TASK ▸ Check each line of the listing below for the word "controls" and say how many lines have it. Nothing else should be written.

DATA LISTING section start

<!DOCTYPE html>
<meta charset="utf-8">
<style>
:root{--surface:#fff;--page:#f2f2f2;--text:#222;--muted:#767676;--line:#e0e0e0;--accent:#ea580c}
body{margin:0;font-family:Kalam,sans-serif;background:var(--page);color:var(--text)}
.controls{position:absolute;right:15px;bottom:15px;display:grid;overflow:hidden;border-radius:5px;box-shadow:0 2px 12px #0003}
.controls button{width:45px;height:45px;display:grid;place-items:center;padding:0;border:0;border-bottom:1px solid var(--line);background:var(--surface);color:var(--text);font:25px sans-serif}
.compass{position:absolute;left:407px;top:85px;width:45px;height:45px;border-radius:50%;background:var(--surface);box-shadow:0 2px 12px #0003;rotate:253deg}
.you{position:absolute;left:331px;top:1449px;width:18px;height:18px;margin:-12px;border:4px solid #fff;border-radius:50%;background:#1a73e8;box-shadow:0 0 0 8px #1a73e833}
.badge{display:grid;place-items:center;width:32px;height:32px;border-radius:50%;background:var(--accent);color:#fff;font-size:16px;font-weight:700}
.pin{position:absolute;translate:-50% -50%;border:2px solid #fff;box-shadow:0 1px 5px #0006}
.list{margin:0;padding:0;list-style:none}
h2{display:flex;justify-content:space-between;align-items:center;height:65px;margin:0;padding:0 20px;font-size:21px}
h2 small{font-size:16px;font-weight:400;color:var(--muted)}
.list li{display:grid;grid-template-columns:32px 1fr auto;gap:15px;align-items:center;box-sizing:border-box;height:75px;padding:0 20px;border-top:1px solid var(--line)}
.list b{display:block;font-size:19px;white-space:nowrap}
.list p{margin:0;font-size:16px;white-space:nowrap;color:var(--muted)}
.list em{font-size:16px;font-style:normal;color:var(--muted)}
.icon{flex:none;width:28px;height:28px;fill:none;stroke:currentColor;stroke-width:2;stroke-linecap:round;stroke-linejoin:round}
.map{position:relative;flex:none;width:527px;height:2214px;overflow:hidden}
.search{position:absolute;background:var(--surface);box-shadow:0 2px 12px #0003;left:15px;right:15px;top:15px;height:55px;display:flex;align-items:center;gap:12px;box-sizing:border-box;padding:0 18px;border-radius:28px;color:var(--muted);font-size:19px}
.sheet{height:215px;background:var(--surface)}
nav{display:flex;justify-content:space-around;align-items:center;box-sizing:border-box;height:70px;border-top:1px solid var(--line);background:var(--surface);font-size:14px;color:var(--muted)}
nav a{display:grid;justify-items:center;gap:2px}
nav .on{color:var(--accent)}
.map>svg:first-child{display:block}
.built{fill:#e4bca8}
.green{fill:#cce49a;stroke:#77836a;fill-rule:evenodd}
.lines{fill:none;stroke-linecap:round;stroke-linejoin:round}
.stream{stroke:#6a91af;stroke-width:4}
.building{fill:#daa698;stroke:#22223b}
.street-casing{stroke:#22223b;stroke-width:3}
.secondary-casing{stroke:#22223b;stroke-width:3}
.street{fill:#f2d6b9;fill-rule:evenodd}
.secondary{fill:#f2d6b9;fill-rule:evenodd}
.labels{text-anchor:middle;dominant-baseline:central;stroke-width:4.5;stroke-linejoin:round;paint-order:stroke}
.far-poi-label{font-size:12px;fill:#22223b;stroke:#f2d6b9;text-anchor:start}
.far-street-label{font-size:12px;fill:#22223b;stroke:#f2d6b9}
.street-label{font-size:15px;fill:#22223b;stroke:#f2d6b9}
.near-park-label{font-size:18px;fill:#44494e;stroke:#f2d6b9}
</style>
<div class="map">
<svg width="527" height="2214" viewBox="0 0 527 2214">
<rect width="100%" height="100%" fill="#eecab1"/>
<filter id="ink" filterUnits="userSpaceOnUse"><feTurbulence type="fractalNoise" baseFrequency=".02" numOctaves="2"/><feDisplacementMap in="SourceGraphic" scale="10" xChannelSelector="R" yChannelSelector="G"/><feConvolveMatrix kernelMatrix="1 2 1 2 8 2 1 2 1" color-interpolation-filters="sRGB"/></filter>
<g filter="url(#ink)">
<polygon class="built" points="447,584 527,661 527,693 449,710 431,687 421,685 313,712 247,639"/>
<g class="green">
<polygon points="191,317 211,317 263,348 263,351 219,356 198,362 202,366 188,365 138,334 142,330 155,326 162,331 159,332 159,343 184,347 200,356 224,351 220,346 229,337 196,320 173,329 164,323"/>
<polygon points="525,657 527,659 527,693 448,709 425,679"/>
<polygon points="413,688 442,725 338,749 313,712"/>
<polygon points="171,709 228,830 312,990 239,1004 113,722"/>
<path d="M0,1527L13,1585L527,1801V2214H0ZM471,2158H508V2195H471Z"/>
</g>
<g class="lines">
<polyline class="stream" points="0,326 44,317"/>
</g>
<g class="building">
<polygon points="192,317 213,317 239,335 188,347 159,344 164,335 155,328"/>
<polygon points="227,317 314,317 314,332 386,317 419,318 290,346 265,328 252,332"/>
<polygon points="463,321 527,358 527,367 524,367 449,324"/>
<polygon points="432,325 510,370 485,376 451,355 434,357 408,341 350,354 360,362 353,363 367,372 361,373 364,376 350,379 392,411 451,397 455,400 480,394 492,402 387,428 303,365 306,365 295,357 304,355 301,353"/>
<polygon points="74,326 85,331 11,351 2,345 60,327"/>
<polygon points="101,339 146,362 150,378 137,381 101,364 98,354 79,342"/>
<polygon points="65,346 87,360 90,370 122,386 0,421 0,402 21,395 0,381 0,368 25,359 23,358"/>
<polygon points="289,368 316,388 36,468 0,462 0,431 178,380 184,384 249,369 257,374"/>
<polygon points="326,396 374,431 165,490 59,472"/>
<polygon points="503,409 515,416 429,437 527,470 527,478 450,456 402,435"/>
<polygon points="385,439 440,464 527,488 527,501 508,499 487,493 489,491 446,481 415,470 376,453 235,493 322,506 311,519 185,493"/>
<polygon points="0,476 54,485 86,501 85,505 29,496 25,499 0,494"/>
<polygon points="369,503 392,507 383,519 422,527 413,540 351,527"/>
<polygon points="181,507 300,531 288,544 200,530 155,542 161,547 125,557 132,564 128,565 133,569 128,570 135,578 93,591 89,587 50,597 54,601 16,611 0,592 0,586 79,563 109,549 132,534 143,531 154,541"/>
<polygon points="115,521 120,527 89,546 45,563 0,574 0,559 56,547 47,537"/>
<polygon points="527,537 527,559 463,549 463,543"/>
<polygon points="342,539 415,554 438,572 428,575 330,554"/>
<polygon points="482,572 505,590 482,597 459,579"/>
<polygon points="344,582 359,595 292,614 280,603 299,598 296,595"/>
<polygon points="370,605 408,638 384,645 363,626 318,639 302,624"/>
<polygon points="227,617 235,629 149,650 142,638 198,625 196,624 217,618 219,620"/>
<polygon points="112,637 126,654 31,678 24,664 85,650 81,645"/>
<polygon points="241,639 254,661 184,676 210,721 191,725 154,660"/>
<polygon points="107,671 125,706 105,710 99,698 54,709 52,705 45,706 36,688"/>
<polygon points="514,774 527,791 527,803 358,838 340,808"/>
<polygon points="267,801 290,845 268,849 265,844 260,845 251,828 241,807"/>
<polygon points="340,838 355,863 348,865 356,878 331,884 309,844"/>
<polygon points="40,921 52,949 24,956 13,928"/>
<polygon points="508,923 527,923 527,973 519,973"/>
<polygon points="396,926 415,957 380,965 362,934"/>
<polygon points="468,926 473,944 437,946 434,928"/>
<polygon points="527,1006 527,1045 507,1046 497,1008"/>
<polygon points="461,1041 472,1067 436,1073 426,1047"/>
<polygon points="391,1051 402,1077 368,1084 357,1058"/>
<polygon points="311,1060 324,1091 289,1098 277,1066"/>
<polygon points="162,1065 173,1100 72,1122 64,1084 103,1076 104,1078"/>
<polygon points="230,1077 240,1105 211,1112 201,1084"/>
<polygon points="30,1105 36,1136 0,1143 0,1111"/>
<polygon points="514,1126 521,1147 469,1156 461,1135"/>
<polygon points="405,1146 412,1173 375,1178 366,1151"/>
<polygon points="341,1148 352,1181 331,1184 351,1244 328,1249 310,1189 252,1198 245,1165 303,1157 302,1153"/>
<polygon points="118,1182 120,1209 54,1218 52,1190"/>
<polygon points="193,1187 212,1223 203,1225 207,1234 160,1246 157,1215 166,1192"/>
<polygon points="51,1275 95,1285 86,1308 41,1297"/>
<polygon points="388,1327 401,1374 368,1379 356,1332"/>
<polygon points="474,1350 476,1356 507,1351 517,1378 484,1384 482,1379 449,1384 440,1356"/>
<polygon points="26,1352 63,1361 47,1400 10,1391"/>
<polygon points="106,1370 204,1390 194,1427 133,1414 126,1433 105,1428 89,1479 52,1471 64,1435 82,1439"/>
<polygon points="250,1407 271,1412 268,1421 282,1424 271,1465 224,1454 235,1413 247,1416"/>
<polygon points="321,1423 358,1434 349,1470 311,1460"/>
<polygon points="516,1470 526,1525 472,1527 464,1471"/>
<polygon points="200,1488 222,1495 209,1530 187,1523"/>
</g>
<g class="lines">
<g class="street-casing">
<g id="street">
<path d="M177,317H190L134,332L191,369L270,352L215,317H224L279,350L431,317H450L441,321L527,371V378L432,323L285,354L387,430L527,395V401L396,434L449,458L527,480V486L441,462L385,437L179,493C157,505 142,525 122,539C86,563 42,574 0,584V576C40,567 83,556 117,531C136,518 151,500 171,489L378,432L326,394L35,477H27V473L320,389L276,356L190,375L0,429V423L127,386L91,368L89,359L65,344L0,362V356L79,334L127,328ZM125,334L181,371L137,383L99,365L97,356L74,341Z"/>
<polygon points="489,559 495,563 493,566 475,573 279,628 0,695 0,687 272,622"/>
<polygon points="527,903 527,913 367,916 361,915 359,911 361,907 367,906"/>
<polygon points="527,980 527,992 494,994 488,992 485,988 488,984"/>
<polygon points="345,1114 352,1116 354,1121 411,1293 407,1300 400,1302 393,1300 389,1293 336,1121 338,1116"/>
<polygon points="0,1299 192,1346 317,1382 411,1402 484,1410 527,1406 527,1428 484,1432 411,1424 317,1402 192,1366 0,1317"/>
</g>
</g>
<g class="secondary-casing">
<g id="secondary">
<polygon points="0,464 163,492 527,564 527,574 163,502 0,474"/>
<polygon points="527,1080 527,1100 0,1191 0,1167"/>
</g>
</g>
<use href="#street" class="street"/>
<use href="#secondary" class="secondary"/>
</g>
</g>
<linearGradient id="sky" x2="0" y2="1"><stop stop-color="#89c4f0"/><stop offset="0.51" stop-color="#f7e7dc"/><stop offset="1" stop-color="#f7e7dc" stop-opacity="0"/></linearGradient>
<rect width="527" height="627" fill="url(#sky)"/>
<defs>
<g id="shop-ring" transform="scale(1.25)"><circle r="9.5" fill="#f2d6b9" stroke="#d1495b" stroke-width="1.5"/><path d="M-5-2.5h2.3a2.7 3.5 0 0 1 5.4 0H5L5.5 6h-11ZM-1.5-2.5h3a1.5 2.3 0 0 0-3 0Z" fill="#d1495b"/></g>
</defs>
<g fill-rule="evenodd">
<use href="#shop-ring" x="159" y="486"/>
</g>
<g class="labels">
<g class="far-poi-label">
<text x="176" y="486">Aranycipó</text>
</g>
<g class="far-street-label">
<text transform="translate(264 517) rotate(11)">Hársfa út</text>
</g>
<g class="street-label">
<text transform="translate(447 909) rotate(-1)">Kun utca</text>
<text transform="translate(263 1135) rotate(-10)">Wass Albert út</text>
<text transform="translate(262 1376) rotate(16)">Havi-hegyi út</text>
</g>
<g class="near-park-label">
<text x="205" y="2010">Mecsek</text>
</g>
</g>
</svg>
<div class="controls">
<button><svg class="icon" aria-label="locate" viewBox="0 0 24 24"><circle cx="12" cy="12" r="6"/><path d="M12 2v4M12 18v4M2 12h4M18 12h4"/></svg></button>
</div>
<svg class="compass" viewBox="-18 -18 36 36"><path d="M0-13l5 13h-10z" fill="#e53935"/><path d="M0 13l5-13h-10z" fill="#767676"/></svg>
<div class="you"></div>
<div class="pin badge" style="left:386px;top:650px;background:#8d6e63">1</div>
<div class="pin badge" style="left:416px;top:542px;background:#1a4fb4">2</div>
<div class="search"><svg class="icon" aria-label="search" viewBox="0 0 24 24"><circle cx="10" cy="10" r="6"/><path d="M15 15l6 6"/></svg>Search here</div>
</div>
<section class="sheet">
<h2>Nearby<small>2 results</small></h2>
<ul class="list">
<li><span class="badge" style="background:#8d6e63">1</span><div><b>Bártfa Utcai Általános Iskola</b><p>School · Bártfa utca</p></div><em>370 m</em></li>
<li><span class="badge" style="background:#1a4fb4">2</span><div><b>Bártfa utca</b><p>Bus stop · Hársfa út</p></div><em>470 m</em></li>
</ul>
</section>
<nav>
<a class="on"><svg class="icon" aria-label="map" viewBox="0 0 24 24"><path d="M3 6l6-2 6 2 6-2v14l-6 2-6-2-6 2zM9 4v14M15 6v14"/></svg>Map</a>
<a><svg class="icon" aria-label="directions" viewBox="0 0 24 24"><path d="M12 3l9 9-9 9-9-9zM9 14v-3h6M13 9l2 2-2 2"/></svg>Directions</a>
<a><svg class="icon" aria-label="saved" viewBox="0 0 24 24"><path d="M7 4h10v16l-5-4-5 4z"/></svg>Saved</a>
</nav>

DATA LISTING section end

SOLUTION FOR THIS TASK ▸ 3